***** SOURCE INFORMATION *****

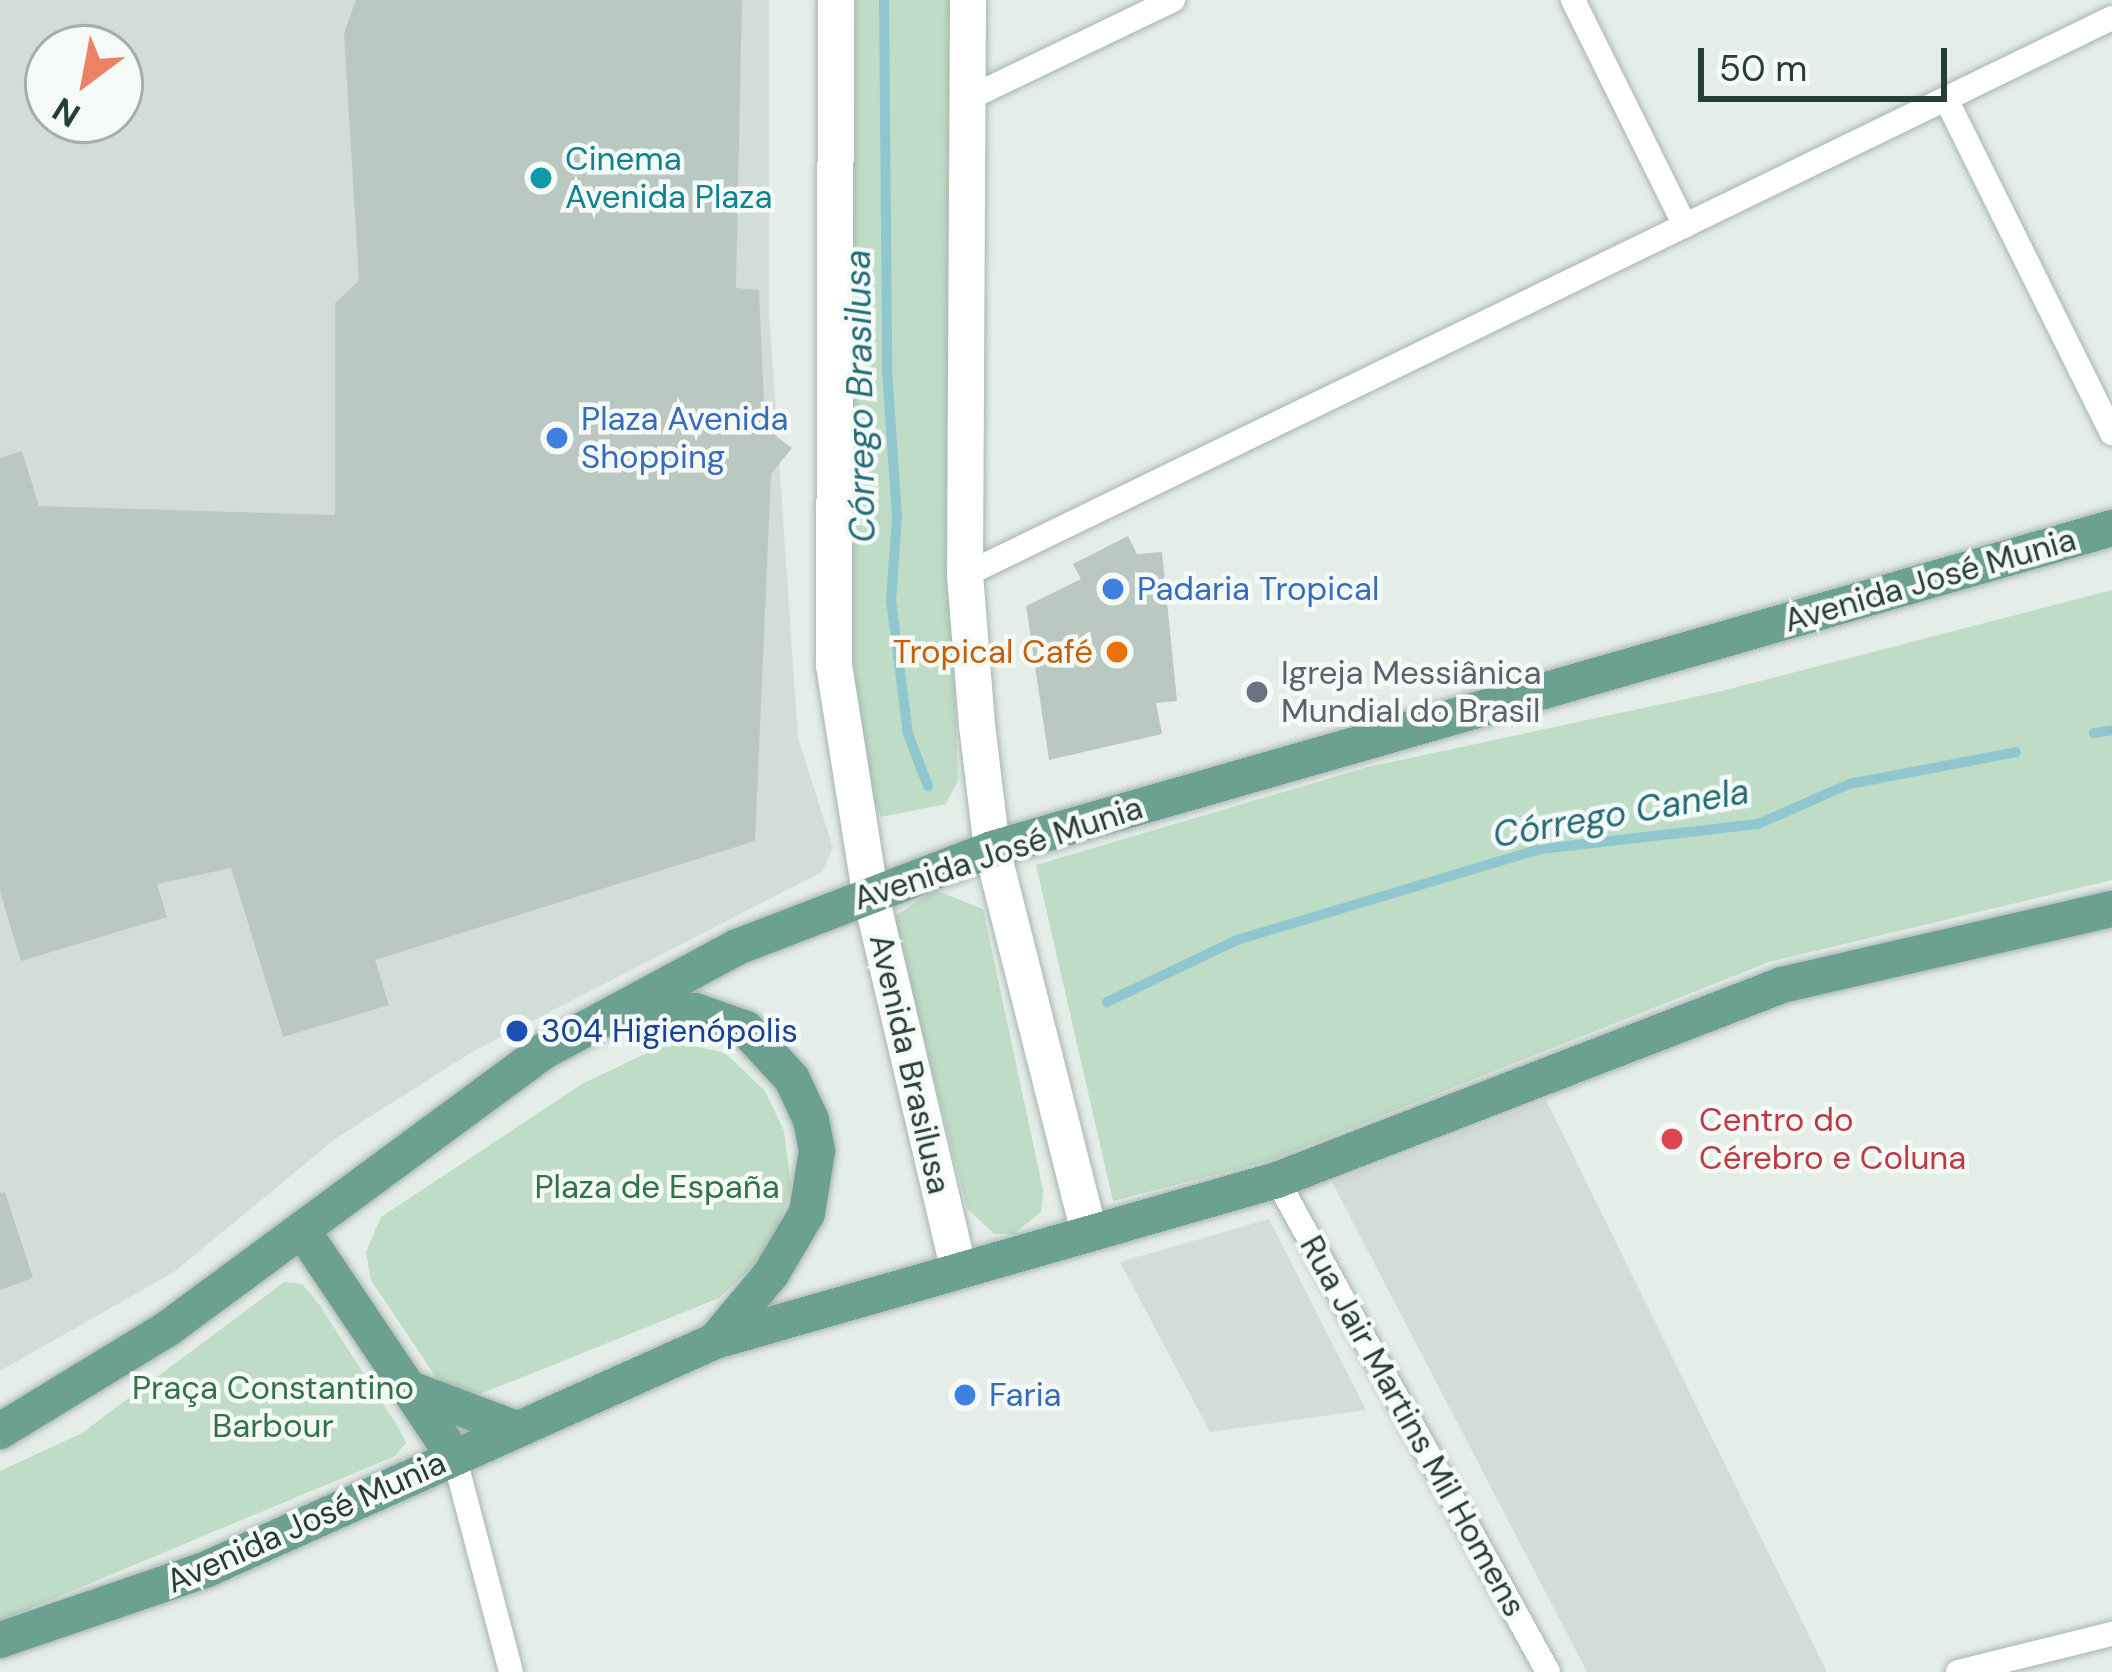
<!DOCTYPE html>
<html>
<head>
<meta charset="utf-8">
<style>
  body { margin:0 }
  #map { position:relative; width:2112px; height:1672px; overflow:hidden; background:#e5ede9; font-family:"DM Sans",sans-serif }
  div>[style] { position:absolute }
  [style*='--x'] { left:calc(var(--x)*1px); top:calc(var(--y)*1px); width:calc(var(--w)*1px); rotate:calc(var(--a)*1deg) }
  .built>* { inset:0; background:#d3ddd8 }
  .green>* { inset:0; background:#bfddc6 }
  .stream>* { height:10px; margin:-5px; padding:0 5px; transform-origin:5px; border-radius:5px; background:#90c7cf }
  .building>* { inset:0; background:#bac8c2 }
  .roads { filter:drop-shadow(0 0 3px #a8b5b0) drop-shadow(0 0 3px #a8b5b0) }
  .street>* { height:24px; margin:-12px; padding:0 12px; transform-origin:12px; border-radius:12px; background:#fff }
  .secondary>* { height:36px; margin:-18px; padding:0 18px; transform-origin:18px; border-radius:18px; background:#fff }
  .primary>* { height:36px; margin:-18px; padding:0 18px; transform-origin:18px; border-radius:18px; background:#6ca091 }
  .dots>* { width:33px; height:33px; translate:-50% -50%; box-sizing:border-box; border:6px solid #f5faf7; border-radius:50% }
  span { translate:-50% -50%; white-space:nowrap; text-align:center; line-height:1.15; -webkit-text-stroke:9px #f5faf7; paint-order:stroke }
  .culture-label { font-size:33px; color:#0d838f }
  .left { translate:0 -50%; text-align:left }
  .shop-label { font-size:33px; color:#366cbe }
  .street-label { font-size:33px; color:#253e36 }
  .food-label { font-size:33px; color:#c56008 }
  .right { translate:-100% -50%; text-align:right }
  .worship-label { font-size:33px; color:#5b616d }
  .transit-label { font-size:33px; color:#164399 }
  .health-label { font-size:33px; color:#be3a42 }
  .park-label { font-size:33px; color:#317348 }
  .water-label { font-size:36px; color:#226c77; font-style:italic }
  .north { position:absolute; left:24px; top:24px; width:120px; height:120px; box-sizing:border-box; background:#f5faf7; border:3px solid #a2afaa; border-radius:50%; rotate:212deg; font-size:33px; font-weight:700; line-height:48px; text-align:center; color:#253e36 }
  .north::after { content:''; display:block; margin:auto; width:42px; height:54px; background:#ea8266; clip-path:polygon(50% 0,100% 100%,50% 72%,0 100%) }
  .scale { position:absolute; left:1698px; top:48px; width:249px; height:54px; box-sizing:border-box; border:6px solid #253e36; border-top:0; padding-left:15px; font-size:36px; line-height:42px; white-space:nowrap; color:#253e36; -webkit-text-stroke:9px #f5faf7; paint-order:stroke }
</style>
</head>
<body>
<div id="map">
  <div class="built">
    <div style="clip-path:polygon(evenodd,0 0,769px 0,769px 312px,798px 738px,833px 848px,822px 872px,472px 1052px,335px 1139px,174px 1272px,0 1371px,0 0,48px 48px,120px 48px,120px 120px,48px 120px,48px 48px)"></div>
    <div style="clip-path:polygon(1546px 1100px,1827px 1672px,1587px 1672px,1332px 1182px)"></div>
    <div style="clip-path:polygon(1269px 1219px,1366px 1410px,1210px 1432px,1120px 1262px)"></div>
  </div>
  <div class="green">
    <div style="clip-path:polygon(855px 0,953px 0,947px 449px,958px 781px,946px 804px,881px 817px,864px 778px,849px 675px)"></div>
    <div style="clip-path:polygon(2112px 590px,2112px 880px,1769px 962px,1268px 1161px,1113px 1201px,1036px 865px,1368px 767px,1718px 692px)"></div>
    <div style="clip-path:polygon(935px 890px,983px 909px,1043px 1190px,1041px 1212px,1014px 1234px,994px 1234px,967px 1208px,893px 917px)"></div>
    <div style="clip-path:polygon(672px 1041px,725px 1053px,765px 1091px,784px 1131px,791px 1185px,772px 1249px,719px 1298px,528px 1375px,471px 1397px,440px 1383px,371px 1280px,366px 1252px,381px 1217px,582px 1084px)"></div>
    <div style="clip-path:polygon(284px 1282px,302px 1284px,319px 1304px,398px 1427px,406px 1443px,395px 1456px,0 1621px,0 1471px,82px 1433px)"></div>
  </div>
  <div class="stream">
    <div style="--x:884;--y:0;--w:370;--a:89.5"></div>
    <div style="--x:887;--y:370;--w:147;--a:86.1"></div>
    <div style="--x:897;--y:517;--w:83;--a:94.1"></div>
    <div style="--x:891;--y:600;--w:135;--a:82.8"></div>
    <div style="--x:908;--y:734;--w:56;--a:69"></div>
    <div style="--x:2094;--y:733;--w:18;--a:-9"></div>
    <div style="--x:1107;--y:1002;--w:144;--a:-25.5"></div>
    <div style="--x:1237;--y:940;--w:317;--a:-16.7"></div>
    <div style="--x:1541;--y:849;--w:218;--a:-6.6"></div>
    <div style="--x:1758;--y:824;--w:99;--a:-23.7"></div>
    <div style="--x:1849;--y:784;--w:170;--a:-10.8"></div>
  </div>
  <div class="building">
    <div style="clip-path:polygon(356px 0,742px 0,736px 288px,759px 290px,765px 428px,792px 448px,771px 474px,755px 841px,375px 960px,389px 1005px,283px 1037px,231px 868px,157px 884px,167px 917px,21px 961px,0 892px,0 458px,22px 451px,39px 506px,335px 515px,335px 303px,359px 281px,344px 33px)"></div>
    <div style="clip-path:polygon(1128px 536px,1137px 554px,1162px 552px,1177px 701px,1156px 703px,1162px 734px,1049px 760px,1026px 606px,1081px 579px,1073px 564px)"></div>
    <div style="clip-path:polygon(5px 1192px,33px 1278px,0 1290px,0 1193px)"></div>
  </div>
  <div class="roads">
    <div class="street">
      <div style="--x:1573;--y:0;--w:252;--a:63.6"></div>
      <div style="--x:1946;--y:99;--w:373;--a:63.6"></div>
      <div style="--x:965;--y:100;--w:231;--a:-25.7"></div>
      <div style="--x:965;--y:575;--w:1275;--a:-25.9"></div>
      <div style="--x:1277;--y:1180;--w:562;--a:61.15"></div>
      <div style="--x:454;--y:1456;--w:223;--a:75.2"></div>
      <div style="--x:1958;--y:1672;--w:159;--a:-13.9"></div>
    </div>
    <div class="secondary">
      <div style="--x:836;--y:0;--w:665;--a:90.17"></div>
      <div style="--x:834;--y:665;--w:230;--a:81"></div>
      <div style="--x:870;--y:892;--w:385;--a:76.8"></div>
      <div style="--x:968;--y:0;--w:575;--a:90.3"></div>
      <div style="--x:965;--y:575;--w:150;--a:85.4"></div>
      <div style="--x:977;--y:725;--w:125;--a:83.1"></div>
      <div style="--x:992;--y:849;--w:392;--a:75.8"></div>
    </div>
    <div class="primary">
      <div style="--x:628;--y:1013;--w:67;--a:-1.7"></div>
      <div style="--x:695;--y:1011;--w:54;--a:19.4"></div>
      <div style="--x:746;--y:1029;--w:68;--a:47.4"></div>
      <div style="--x:792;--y:1079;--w:45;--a:65.1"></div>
      <div style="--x:811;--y:1120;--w:32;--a:79"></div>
      <div style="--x:817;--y:1151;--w:63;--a:99.2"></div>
      <div style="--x:807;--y:1213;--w:71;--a:120.5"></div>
      <div style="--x:771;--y:1274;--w:87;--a:129.9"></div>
      <div style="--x:302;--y:1230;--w:272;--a:56.1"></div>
      <div style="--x:413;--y:1390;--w:110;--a:20.7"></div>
      <div style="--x:0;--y:1431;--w:196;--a:-31.4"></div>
      <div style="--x:167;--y:1329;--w:468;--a:-36.4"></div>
      <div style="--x:544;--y:1051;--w:219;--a:-28.3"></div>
      <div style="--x:737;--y:947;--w:273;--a:-21"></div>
      <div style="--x:992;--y:849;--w:1165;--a:-15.99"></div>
      <div style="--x:0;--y:1640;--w:219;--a:-18.9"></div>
      <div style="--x:207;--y:1569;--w:557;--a:-24.17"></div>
      <div style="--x:715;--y:1341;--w:585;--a:-15.99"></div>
      <div style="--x:1277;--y:1180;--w:541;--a:-21.11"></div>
      <div style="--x:1782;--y:985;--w:339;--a:-13"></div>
    </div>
  </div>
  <div class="dots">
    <div style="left:541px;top:178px;background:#0f9aa8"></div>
    <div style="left:557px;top:438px;background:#3f7fe0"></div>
    <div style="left:1113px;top:589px;background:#3f7fe0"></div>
    <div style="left:1117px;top:652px;background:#e8710a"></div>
    <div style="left:1257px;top:692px;background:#6b7280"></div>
    <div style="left:517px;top:1031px;background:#1a4fb4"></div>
    <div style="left:1672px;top:1139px;background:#e0444e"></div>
    <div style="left:965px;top:1395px;background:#3f7fe0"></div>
  </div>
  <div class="culture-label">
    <span class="left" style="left:565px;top:178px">Cinema<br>Avenida Plaza</span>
  </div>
  <div class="shop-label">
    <span class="left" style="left:581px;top:438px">Plaza Avenida<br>Shopping</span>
    <span class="left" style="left:1137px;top:589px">Padaria Tropical</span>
    <span class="left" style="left:989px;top:1395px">Faria</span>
  </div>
  <div class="street-label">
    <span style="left:1930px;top:580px;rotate:-16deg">Avenida José Munia</span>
    <span style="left:998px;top:853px;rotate:-18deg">Avenida José Munia</span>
    <span style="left:910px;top:1064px;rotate:77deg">Avenida Brasilusa</span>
    <span style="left:1413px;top:1426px;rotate:61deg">Rua Jair Martins Mil Homens</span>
    <span style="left:306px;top:1522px;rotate:-24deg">Avenida José Munia</span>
  </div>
  <div class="food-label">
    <span class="right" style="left:1093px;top:652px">Tropical Café</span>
  </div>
  <div class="worship-label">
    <span class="left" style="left:1281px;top:692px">Igreja Messiânica<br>Mundial do Brasil</span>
  </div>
  <div class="transit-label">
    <span class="left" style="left:541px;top:1031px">304 Higienópolis</span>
  </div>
  <div class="health-label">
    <span class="left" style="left:1699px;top:1139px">Centro do<br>Cérebro e Coluna</span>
  </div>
  <div class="park-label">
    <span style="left:657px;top:1187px">Plaza de España</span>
    <span style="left:273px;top:1407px">Praça Constantino<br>Barbour</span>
  </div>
  <div class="water-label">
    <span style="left:860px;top:396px;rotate:-91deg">Córrego Brasilusa</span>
    <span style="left:1621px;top:813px;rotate:-10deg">Córrego Canela</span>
  </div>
  <div class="north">N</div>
  <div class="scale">50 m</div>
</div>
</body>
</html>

*****

## WHAT THE TASK ASKS
Throughout the data above, report every line that contains the string "stream".

## TASK OUTPUT
  .stream>* { height:10px; margin:-5px; padding:0 5px; transform-origin:5px; border-radius:5px; background:#90c7cf }
  <div class="stream">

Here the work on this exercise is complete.